4. Pemecahan Masalah
Dalam kondisi saat sekarang ini dunia industri mengalami perkembangan yang
sangat pesat, dimana hal tersebut berdampak pada semakin banyaknya perusahaan-
perusahaan yang didirikan, yang masing-masing bergerak dalam bidang produksi maupun
jasa. Dengan demikian akan banyak perusahaan yang menghasilkan produk atau jasa yang
sejenis. Maka antara industri satu dengan industri satunya saling bersaing untuk
merebutkan pangsa pasar yang ada.
Dalam kasus Garuda Citilink diatas, persaingan dalam jasa penerbangan tersebut
sudah tentu tidak dapat dielakkan. Setiap perusahaan tentu mempunyai keinginan agar
jasanya dapat terjual dan mendominasi di pasaran, dan perusahaan tidak mengharapkan
jasanya mengalami kegagalan di pangsa pasar yang ada. Maka dari sini perusahaan
dituntut untuk bersaing dalam harga dan promosi. Untuk itu perusahaan harus dapat
berorientasi terhadap peningkatan peningkatan jumlah pengguna jasa yang memiliki
keterkaitan dengan harga dan promosi dalam suatu perusahaan
Bila suatu perusahaan ingin mendapatkan laba yang maksimal, maka perusahaan
harus menetapkan harga yang cocok untuk jasa yang ditawarkan, dimana dalam penetapan
harga jual harus memperhatikan berbagai pihak antara lain pada konsumen, tenaga kerja,
pemerintah dan para manajer perusahaan yang bersangkutan. Meskipun harga juga
ditetapkan berdasarkan biaya, permintaan ataupun persaingan.

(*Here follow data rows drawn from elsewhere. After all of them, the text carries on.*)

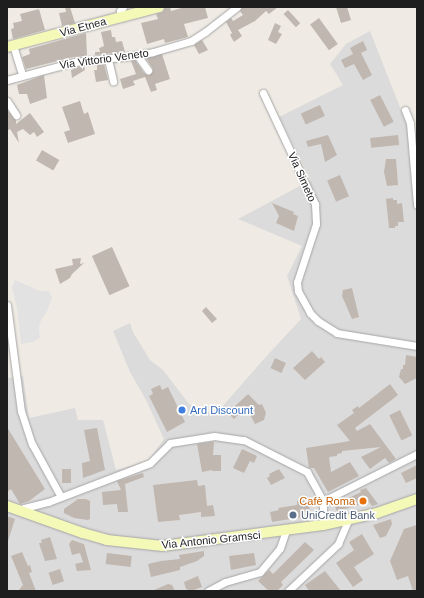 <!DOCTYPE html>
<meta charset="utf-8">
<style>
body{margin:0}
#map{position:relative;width:424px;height:598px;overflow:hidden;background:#efebe4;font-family:Helvetica,sans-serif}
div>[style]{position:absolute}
.residential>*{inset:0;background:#dcdbdb}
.parking>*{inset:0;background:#e2e2e2}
.building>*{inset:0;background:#c0b7b0;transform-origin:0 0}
.roads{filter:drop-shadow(0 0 1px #a5a5a5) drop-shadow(0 0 1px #a5a5a5)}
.street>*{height:7px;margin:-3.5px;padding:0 3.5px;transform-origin:3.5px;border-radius:3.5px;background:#fff}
.secondary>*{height:10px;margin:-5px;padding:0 5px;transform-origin:5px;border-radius:5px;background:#f5f9b8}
.dots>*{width:11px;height:11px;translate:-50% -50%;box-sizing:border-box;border:2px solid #fff;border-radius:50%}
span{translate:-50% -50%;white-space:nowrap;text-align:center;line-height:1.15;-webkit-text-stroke:3px #fff;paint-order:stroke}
.street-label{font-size:11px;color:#1e1e1e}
.shop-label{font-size:11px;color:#366cbe}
.left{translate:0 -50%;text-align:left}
.food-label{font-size:11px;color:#c56008}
.right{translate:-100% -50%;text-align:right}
.service-label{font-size:11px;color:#4e5e75}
.frame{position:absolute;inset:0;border:8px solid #1e1e1e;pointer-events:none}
</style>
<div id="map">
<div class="residential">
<div style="clip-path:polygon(370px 31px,407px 125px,417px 163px,417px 591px,7px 591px,7px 378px,23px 376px,29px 418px,75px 408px,78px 420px,103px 420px,116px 470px,148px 461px,164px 439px,146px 400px,130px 372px,113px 331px,130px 323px,133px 332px,150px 360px,163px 370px,189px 404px,215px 415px,262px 361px,301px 319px,287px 276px,302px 246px,238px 219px,311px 180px,279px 117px,343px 85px,330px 64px,346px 44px)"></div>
</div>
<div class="parking">
<div style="clip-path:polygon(15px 280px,40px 291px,49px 291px,52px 298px,47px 311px,41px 320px,39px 327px,40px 338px,33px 342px,21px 344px,17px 308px,12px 288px)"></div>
</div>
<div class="building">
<div style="clip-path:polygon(65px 7px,70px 7px,75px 23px,62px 26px,59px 13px,66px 12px)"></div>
<div style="clip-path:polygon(165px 7px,170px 7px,171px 11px,185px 7px,205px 7px,208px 18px,184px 24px,188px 37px,165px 43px,164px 39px,147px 44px,141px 23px,158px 19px,156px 14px,163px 12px)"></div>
<div style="clip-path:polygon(242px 7px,278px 7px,269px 14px,266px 11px,255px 21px,238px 30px,242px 36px,234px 42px,230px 35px,232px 33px,226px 22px,231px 18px,233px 21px,243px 15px,240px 11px)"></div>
<div style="clip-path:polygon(336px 7px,347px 7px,351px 20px,341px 23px)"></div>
<div style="clip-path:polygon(39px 9px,45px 30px,13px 39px,11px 29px,14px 28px,13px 23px,22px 21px,20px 14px)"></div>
<div style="left:288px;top:10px;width:18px;height:6px;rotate:47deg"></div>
<div style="left:319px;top:18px;width:32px;height:11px;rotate:54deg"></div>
<div style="clip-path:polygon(275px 23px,281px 26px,278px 32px,282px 34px,276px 44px,268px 40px)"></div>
<div style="clip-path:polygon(111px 30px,112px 37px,115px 37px,116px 42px,122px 41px,125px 52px,95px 55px,95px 52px,100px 52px,99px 48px,104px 46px,101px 32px)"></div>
<div style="clip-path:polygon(86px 33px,87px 56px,73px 57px,26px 69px,22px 57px,30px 54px,29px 49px)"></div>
<div style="clip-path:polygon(202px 40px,208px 50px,199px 54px,194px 45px)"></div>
<div style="clip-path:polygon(363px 41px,367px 50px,361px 53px,372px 75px,363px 80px,354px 64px,345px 68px,341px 60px,353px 54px,350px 48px)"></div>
<div style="clip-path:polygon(162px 54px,170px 79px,155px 84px,157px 90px,151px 92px,145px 77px,133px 81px,135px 85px,123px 89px,120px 79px,136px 74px,131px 61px,135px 60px,144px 73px,149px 75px,152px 72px,153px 69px,146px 58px)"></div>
<div style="clip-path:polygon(104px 64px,108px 80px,96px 82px,94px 70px,97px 70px,97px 65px)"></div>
<div style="clip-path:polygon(84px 66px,85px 70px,72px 78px,71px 70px,73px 70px,72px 68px)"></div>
<div style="clip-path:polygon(44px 75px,47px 98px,30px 104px,27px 94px,19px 94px,17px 85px)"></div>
<div style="left:380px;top:95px;width:30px;height:11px;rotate:63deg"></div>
<div style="clip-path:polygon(80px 101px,84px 114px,88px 112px,95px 134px,68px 143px,64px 132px,70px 130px,62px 107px)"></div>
<div style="left:320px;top:105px;width:12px;height:21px;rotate:66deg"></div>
<div style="clip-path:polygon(7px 110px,16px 120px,16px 124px,30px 113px,44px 132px,37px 137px,34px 132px,30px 135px,23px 129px,17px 132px,19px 143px,10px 129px,7px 131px)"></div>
<div style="clip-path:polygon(328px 135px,337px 155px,325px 162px,321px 144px,308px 147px,306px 141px)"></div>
<div style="left:398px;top:135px;width:10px;height:28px;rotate:84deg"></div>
<div style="left:42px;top:150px;width:20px;height:12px;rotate:30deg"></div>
<div style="clip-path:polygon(386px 159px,396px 159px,398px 185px,387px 186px,384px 172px)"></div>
<div style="left:340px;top:175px;width:23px;height:14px;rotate:67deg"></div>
<div style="clip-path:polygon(393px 198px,393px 200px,397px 200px,397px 204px,402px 203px,404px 222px,398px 222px,398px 226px,395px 226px,395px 228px,389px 228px,386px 199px)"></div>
<div style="clip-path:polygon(272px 203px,294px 212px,293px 214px,298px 216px,294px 231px,276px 223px,279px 216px)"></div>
<div style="left:112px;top:247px;width:43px;height:22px;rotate:66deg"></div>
<div style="clip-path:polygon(81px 258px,80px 264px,84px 263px,72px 274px,70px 278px,60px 284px,55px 269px,73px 265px,72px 259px)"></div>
<div style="clip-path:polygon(352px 288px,359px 317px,352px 319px,342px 296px,343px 290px)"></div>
<div style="clip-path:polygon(206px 307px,217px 319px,212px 323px,202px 311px)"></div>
<div style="clip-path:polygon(312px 351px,319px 359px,321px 357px,325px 362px,305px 380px,293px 368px)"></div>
<div style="clip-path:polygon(406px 355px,417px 357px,417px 378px,405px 384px,399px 377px,401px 369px,403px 369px,403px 365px,405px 365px)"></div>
<div style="left:275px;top:358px;width:12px;height:11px;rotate:24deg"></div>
<div style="clip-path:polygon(390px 384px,398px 395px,355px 428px,357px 431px,370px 424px,396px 459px,389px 463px,385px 458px,370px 469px,361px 457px,381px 447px,342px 451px,342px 453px,337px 454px,337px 456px,329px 457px,331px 472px,350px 462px,359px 476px,328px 492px,314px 468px,309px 468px,306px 448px,350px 441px,337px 425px,354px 413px,352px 410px,358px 406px,359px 408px)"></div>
<div style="clip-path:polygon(160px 385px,162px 390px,168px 387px,185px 422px,167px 432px,149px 396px,153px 394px,151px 389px)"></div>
<div style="clip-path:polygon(248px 394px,259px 405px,262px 404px,266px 413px,264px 420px,255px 424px,246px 407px,234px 419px,227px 412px,232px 407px,233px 408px)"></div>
<div style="left:400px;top:410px;width:28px;height:12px;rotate:64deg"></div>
<div style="clip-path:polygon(7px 427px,45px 489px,29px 501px,20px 504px,11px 489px,7px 492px)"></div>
<div style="clip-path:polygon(97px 428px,105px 470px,83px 478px,82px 463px,90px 461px,84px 430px)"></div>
<div style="clip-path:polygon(211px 442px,214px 442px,213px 455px,221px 455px,221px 471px,212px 471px,212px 470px,202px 472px,197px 444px)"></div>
<div style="clip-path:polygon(242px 449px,257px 456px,254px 463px,250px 461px,244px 473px,233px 468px)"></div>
<div style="clip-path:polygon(417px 465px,417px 478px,406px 483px,401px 473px)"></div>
<div style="left:62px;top:469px;width:9px;height:14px"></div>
<div style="clip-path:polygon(279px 469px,285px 478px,271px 485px,267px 478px,270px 476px,269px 474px)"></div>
<div style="clip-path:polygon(143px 473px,144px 477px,125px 484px,128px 512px,118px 512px,117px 504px,103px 505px,102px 492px,121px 490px,117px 481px)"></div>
<div style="clip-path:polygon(197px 480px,198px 486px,205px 485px,207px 506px,213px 505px,215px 516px,201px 517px,201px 512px,179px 515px,180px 520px,158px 522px,153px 485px)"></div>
<div style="clip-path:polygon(366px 488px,378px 504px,372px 506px,369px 502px,337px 511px,334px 505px,361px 492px,360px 490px)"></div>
<div style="clip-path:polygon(78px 499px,86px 499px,90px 501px,90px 519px,88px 520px,74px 518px,64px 513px,64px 509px)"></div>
<div style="clip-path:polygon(308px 500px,310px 511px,303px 512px,303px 517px,272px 522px,270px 512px,279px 510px,278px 508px,297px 505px,297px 501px)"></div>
<div style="clip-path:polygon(7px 516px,15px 519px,8px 541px,7px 541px)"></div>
<div style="clip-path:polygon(391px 519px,392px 524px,386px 536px,380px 538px,373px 525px)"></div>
<div style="clip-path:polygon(417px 525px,417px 591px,413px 591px,408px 576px,397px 580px,390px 561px,404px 529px)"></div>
<div style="clip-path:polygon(362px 534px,374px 554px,354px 567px,363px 580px,353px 587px,336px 563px,354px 550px,349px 542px)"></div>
<div style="clip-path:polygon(50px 537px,57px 559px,45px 561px,39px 543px,42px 543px,41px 540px)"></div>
<div style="clip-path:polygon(72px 540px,84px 544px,91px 570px,77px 571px,75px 564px,83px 562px,80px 553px,72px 555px,69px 544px)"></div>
<div style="clip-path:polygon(305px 542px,314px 550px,281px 582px,283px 585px,277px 591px,269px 591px,258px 581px,269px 570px,273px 574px)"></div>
<div style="clip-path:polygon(204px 551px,204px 556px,197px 561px,180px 567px,180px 570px,151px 577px,148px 564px,161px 561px,180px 559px,179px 555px)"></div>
<div style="clip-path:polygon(22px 552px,28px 566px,30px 565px,32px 572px,29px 573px,36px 591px,18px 591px,23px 585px,11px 556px)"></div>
<div style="left:107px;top:553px;width:25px;height:11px;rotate:7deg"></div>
<div style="clip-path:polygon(254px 553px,256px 565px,231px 570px,229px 556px)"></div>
<div style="left:60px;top:569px;width:13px;height:12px;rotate:72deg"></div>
<div style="clip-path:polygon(325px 571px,341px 591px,309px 591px,305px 585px)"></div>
<div style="clip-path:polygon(198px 576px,202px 587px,191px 591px,186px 589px,184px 582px)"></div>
<div style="clip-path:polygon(168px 584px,172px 585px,175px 591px,152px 591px)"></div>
</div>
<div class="roads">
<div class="street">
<div style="left:121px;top:17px;width:6px;rotate:-99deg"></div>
<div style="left:120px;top:11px;width:5px;rotate:-53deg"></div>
<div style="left:13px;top:45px;width:30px;rotate:73deg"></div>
<div style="left:137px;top:55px;width:19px;rotate:54deg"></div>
<div style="left:108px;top:59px;width:23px;rotate:77deg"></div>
<div style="left:7px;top:80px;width:69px;rotate:-15deg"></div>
<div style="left:74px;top:62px;width:57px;rotate:-6deg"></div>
<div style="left:131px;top:56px;width:22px;rotate:-10deg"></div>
<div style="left:153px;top:52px;width:40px;rotate:-16deg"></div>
<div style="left:191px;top:41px;width:17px;rotate:-33deg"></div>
<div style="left:205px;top:32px;width:41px;rotate:-38deg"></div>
<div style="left:263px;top:93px;width:123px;rotate:64.9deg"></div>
<div style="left:315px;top:204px;width:20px;rotate:87deg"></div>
<div style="left:316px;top:224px;width:61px;rotate:108.1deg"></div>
<div style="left:297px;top:282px;width:9px;rotate:84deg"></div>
<div style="left:298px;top:291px;width:25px;rotate:61deg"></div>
<div style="left:310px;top:313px;width:11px;rotate:45deg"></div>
<div style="left:318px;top:321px;width:22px;rotate:32deg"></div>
<div style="left:337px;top:333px;width:81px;rotate:9.2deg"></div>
<div style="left:7px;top:101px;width:17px;rotate:57deg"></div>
<div style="left:405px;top:110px;width:14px;rotate:69deg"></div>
<div style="left:410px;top:123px;width:82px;rotate:85.1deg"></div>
<div style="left:7px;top:305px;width:107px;rotate:82.5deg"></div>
<div style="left:21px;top:411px;width:35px;rotate:72deg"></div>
<div style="left:32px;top:444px;width:60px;rotate:61.3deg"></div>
<div style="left:323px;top:501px;width:105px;rotate:-26.6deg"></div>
<div style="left:21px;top:511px;width:4px;rotate:-45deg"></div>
<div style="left:24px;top:508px;width:25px;rotate:-14deg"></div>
<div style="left:48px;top:502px;width:109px;rotate:-20.9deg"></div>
<div style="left:150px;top:463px;width:28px;rotate:-45deg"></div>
<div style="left:170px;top:443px;width:45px;rotate:-9deg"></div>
<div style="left:214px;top:436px;width:30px;rotate:8deg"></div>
<div style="left:244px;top:440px;width:71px;rotate:26.9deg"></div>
<div style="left:307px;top:472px;width:33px;rotate:61deg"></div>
<div style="left:323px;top:501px;width:24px;rotate:90deg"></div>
<div style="left:208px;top:591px;width:19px;rotate:-28deg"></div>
<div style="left:225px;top:582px;width:36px;rotate:-16deg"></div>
<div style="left:260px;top:572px;width:31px;rotate:-50deg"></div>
<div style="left:280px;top:548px;width:18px;rotate:-71deg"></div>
<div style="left:288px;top:591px;width:69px;rotate:-43.2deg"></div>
<div style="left:338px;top:544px;width:26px;rotate:-67deg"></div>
</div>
<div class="secondary">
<div style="left:7px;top:47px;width:157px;rotate:-14.7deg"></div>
<div style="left:7px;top:506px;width:81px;rotate:19.6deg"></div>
<div style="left:83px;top:533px;width:25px;rotate:16deg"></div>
<div style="left:107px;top:540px;width:56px;rotate:6.1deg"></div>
<div style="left:163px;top:546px;width:161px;rotate:-7.5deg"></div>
<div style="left:323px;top:525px;width:55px;rotate:-12.5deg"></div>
<div style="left:377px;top:513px;width:42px;rotate:-19.3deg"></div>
</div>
</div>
<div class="dots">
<div style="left:182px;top:410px;background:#3f7fe0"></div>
<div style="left:363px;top:501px;background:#e8710a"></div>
<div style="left:293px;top:515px;background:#5c6f8a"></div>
</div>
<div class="street-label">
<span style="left:83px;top:27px;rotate:-15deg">Via Etnea</span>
<span style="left:104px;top:59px;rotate:-8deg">Via Vittorio Veneto</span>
<span style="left:302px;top:177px;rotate:66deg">Via Simeto</span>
<span style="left:211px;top:540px;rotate:-6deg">Via Antonio Gramsci</span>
</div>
<div class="shop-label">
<span class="left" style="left:190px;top:410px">Ard Discount</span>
</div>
<div class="food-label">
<span class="right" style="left:355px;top:501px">Cafè Roma</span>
</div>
<div class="service-label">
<span class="left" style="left:301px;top:515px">UniCredit Bank</span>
</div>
<div class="frame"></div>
</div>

Dalam kenyataannya, tingkat harga yang terjadi tidak luput dari pengaruh beberapa
faktor seperti:
1. Keadaan ekonomi
2. Penawaran dan permintaan
3. Elastisitas permintaan
4. Persaingan
5. Biaya
6. Tujuan perusahaan
7. Pengawasan pemerintah.
Perusahaan dalam menetapkan harga untuk jasa yang ditawarkan pada umumnya
mempunyai tujuan yang salah satunya adalah untuk memenuhi target agar memperoleh
keuntungan yang diharapkan. Oleh karena itu diperlukan suatu keputusan tingkat harga
dari suatu produk jasa yang mungkin mencakup kenaikan, dan atau mempertahankan
harga pada tingkat sekarang.
Strategi atau pendekatan harga alternatif untuk jasa adalah sama yang dipakai untuk
barang. Strategi penetapan harga yang akan dipakai harus diawali dengan pertimbangan
mengenai tujuan dalam menetapkan harga. Strategi ini terbagi dalam 7 kelompok yaitu:
1. Skimming pricing
Strategi ini merupakan strategi yang menetapkan harga tinggi pada suatu produk/jasa
baru. Biasanya strategi ini dilengkapi dengan aktivitas promosi yang gencar.
2. Penetration pricing
Dalam strategi ini harga ditetapkan relatif rendah pada tahap awal product life cycle
(PLC). Tujannya adalah agar dapat merahi pangsa pasar yang besar dan sekaligus
menghalangi masuknya para pesaing. Dengan harga yang rendah, maka perusahaan
dapat meningkatkan omzet penjualannya.
3. Prestige pricing
Harga dapat digunakan oleh pelanggan sebagai ukuran kualitas suatu barang atau jasa.
4. Price lining pricing
Pricing lining digunakan apabila perusahaan menjual produk lebih dari satu jenis.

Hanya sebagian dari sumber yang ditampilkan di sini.